Many have a stake in ensuring social stability, and seek to protect and expand their share
By Ching Cheong 22 June 2011
In less than a month, between May 26 and June 11, Beijing has had to deal with four major incidents - suicide bombings of government buildings in Fuzhou and Tianjin, riots in Inner Mongolia and another outbreak of mass unrest in Zengcheng, Guangdong.
In the latest bout of unrest, riot police had to be called out in Taizhou, Zhejiang province, last week after clashes broke out over land compensation issues.
The riot in Zengcheng, a satellite town of affluent Guangzhou city, is noteworthy as it shows how easily a small chance event can set off a groundswell of resentment into open violence. All it took was news that a pregnant migrant worker had been knocked down during a raid on illegal hawkers. Rumours of her death brought out all the deep-seated antagonism of other migrant workers against government officials.

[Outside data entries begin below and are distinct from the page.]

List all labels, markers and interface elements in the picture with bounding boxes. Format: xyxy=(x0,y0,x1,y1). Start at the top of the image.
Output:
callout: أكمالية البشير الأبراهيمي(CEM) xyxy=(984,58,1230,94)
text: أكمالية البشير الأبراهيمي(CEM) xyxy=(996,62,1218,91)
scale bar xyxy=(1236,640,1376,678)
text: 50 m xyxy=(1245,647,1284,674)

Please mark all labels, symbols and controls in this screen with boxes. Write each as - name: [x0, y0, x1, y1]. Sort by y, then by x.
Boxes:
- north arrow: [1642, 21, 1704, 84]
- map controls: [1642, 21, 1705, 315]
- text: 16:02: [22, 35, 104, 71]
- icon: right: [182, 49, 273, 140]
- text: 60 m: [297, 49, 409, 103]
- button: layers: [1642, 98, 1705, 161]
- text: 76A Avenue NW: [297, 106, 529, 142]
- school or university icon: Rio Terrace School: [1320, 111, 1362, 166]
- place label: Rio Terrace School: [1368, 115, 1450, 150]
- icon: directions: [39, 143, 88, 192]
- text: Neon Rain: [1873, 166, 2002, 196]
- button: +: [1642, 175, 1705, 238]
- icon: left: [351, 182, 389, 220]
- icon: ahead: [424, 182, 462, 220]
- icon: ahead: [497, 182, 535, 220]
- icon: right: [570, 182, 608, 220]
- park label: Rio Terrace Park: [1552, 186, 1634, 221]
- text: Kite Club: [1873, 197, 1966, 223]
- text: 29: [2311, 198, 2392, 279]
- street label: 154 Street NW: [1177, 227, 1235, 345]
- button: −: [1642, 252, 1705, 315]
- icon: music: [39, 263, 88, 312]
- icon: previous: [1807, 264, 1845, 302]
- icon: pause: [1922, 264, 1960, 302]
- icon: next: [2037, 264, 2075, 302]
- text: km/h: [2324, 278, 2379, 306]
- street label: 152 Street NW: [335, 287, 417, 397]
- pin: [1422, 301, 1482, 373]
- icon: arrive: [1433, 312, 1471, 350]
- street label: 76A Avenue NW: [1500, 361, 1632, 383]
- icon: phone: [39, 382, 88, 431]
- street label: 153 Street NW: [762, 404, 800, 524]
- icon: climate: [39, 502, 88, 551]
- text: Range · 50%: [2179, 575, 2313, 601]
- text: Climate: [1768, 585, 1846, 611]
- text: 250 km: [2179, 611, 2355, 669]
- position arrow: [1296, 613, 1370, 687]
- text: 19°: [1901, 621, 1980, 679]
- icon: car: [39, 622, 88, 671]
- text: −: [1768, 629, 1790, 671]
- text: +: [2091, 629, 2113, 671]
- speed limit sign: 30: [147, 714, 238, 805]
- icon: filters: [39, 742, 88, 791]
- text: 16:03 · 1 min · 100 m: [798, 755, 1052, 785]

The riot was put down only after three days, by the combined might of more than 3,000 military policemen.
How did it come to this, that despite record-high government spending on internal security, China is still having to fight these brush fires of social unrest?

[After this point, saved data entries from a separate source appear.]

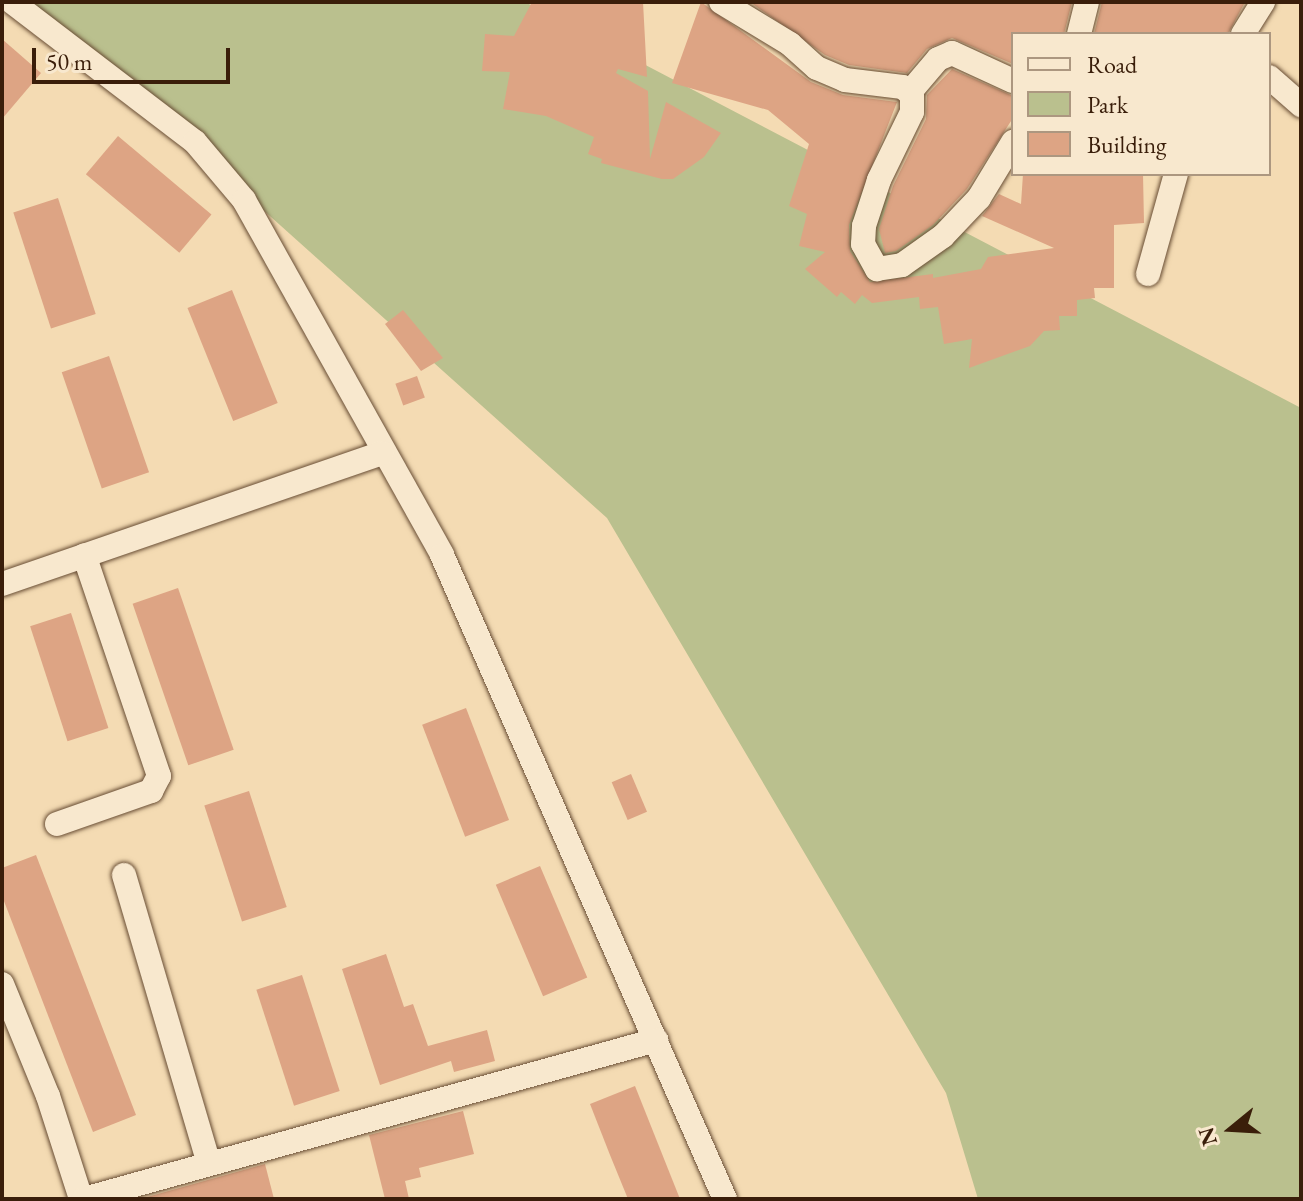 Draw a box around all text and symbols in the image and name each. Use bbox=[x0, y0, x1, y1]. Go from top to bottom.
scale bar bbox=[36, 32, 234, 82]
legend bbox=[1011, 32, 1271, 176]
text: 50 m bbox=[46, 46, 93, 77]
text: Road bbox=[1087, 49, 1137, 80]
text: Park bbox=[1087, 89, 1128, 120]
text: Building bbox=[1087, 129, 1167, 160]
north arrow bbox=[1191, 1089, 1271, 1169]
text: N bbox=[1191, 1124, 1224, 1150]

The answer may be found in an observation made in a Qinghua University report on social management last year - that the methods used to maintain stability tend to breed even greater instability.

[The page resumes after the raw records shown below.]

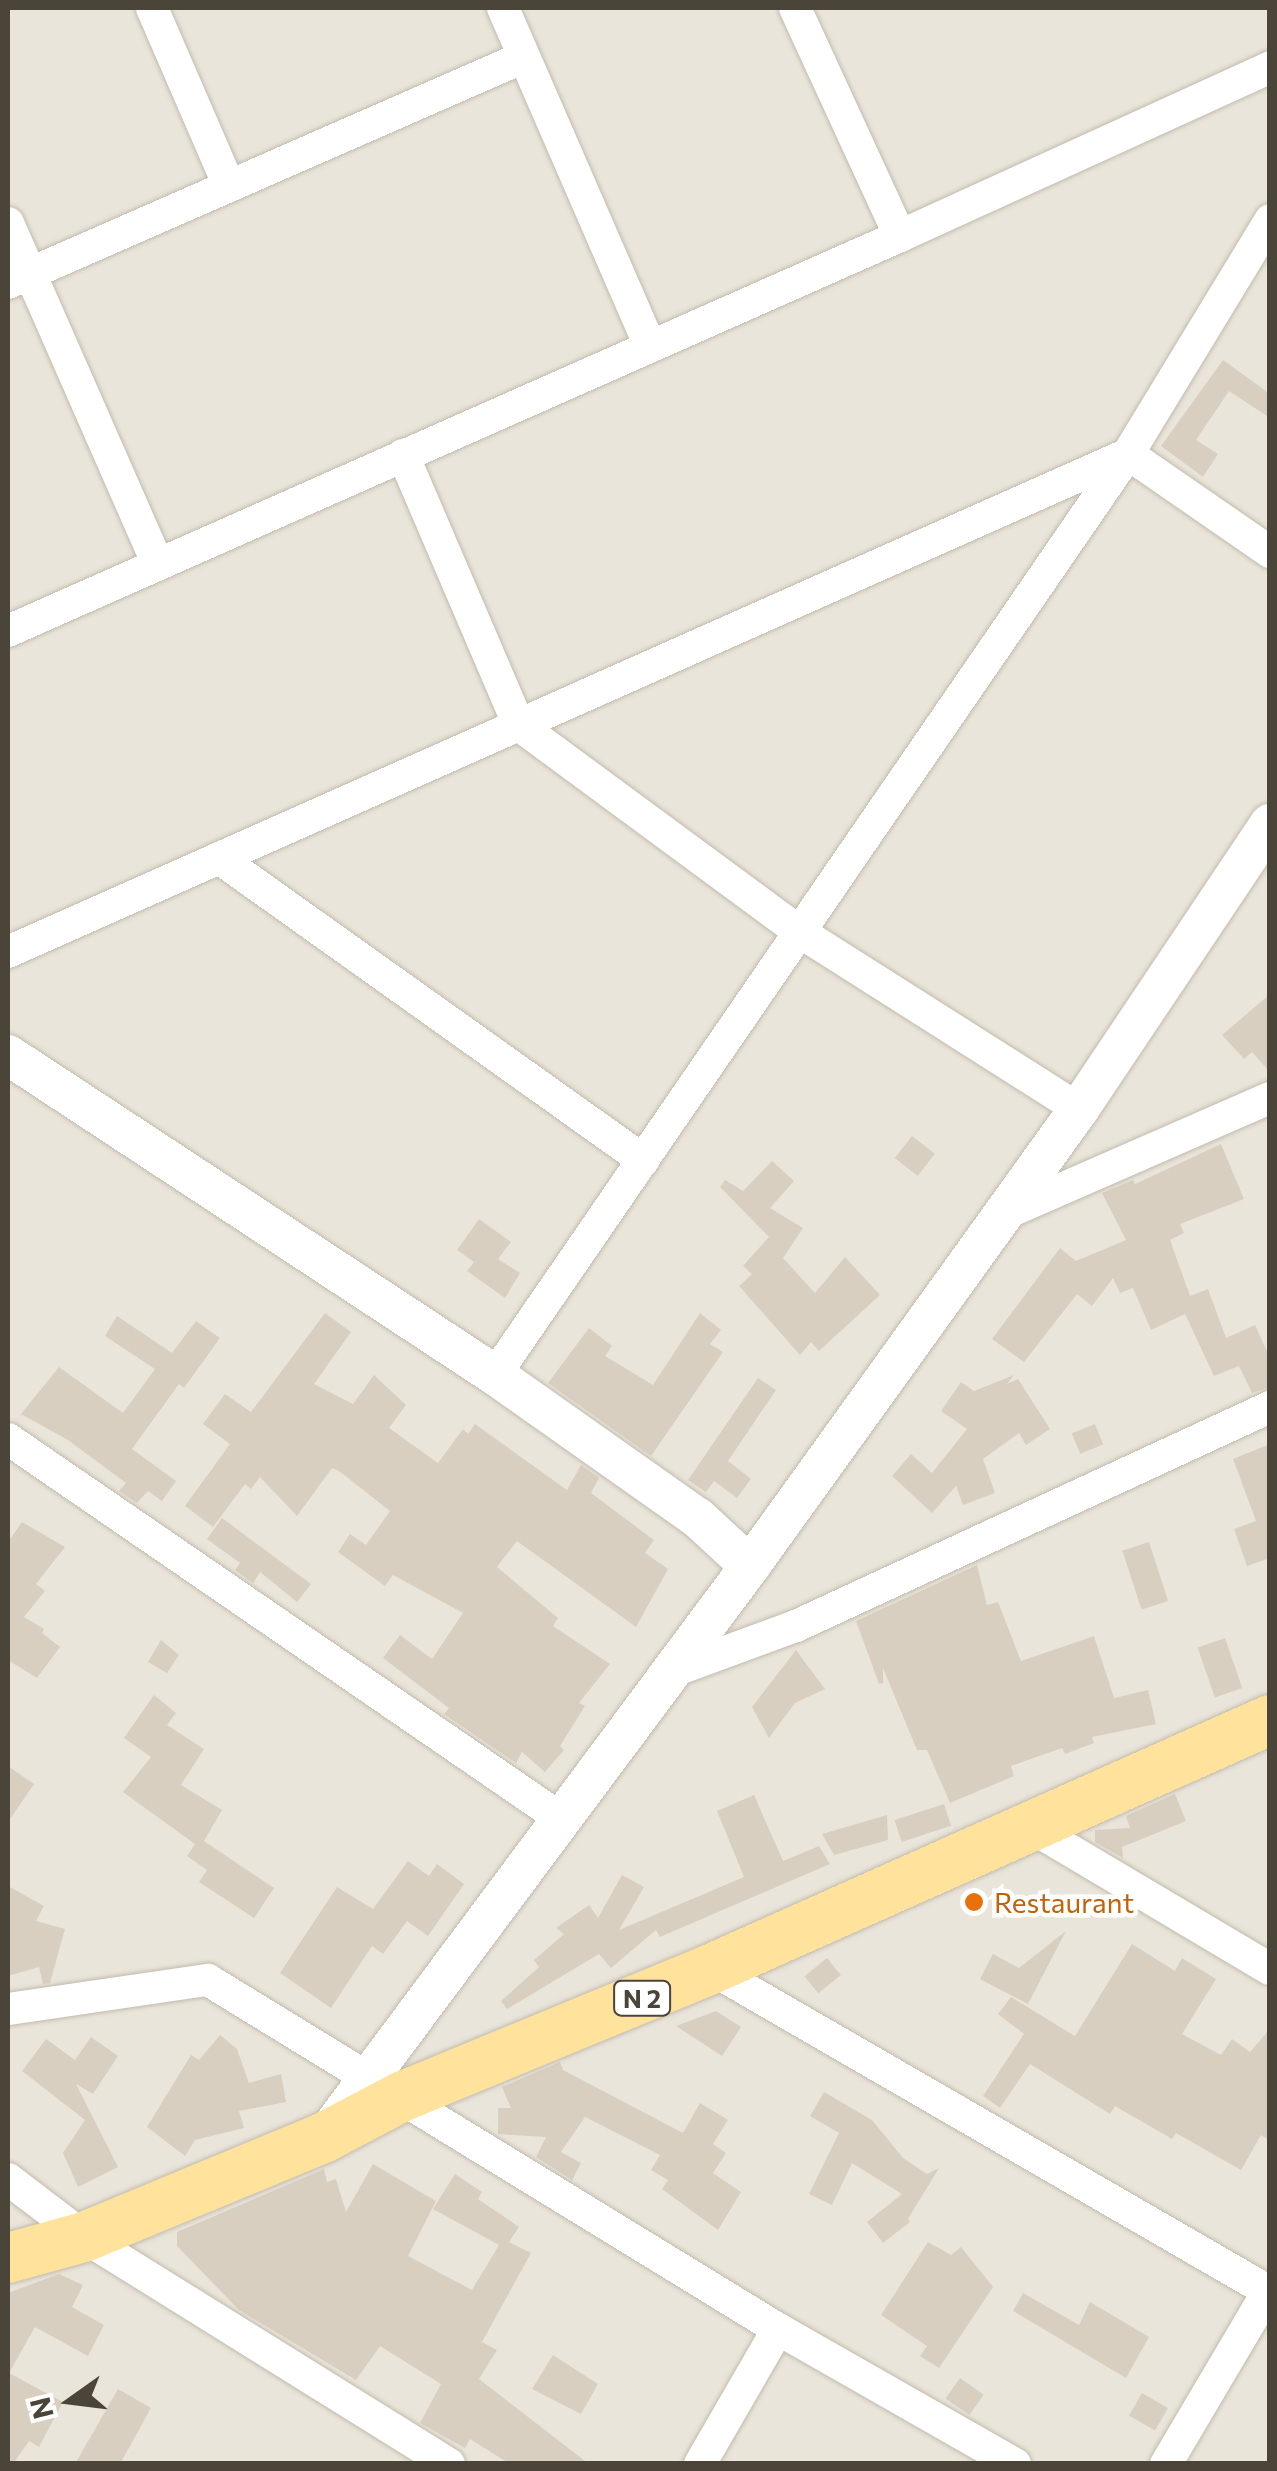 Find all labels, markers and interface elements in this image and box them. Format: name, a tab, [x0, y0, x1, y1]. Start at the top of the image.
place label: Restaurant	[994, 1885, 1134, 1919]
marker: Restaurant	[963, 1891, 985, 1913]
road number: N 2	[612, 1978, 672, 2018]
north arrow	[20, 2351, 120, 2451]
text: N	[22, 2394, 60, 2423]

A recent investigative report by two journalists from Caijing Magazine reached the same conclusion. According to the report, the Chinese Communist Party (CCP) has gone to great lengths to build a state machinery to contain social unrest.
At the apex is the Central Leading Group for Stability Preservation (CLGSP), headed by Politburo Standing Committee member Zhou Yongkang, one of the nine most powerful men in China.
The CLGSP works through the Central Political-Legal Committee, which in turn sets policy guidelines for the ministries for public and national security, the courts and the police. The CLGSP also runs a committee specialising in social management.
This cumbersome framework is replicated at the municipal and provincial levels.
At the grassroots level, a three-tier network is created in all counties. These comprise a county-level office that handles ‘difficult issues’, town-level offices that handle ‘major issues’ and village-level offices that handle ‘minor issues’.
The report cited Yun’an county in Guangdong province as an example. This small county has a population of 320,000. But it has one county-level, eight town-level and 121 village-level centres for keeping social order.
Of its 6,700 government employees, about 1,800, or roughly a quarter, are tasked with maintaining stability, making it the No.1 de facto task of the county government.
This huge organisational structure from central, provincial to local levels of government explains why the budget for internal stability has rocketed in recent years.
What is more, since 2008, the CCP has had a policy linking the promotion of cadres to the maintenance of social stability. So, if an aggrieved petitioner from outside Beijing succeeds in lodging his complaint with the central government, the party and government boss of the area from which he hails will not get promoted, no matter how well they have performed in other aspects of work. This is the so-called ‘one-case-vetoes-all’ policy.
According to Caijing, local officials have responded with at least three ways of ‘buying stability’.
The first is to dispatch personnel to Beijing to intercept petitioners. Very often, this is the main task of liaison offices of the various provinces based in the capital.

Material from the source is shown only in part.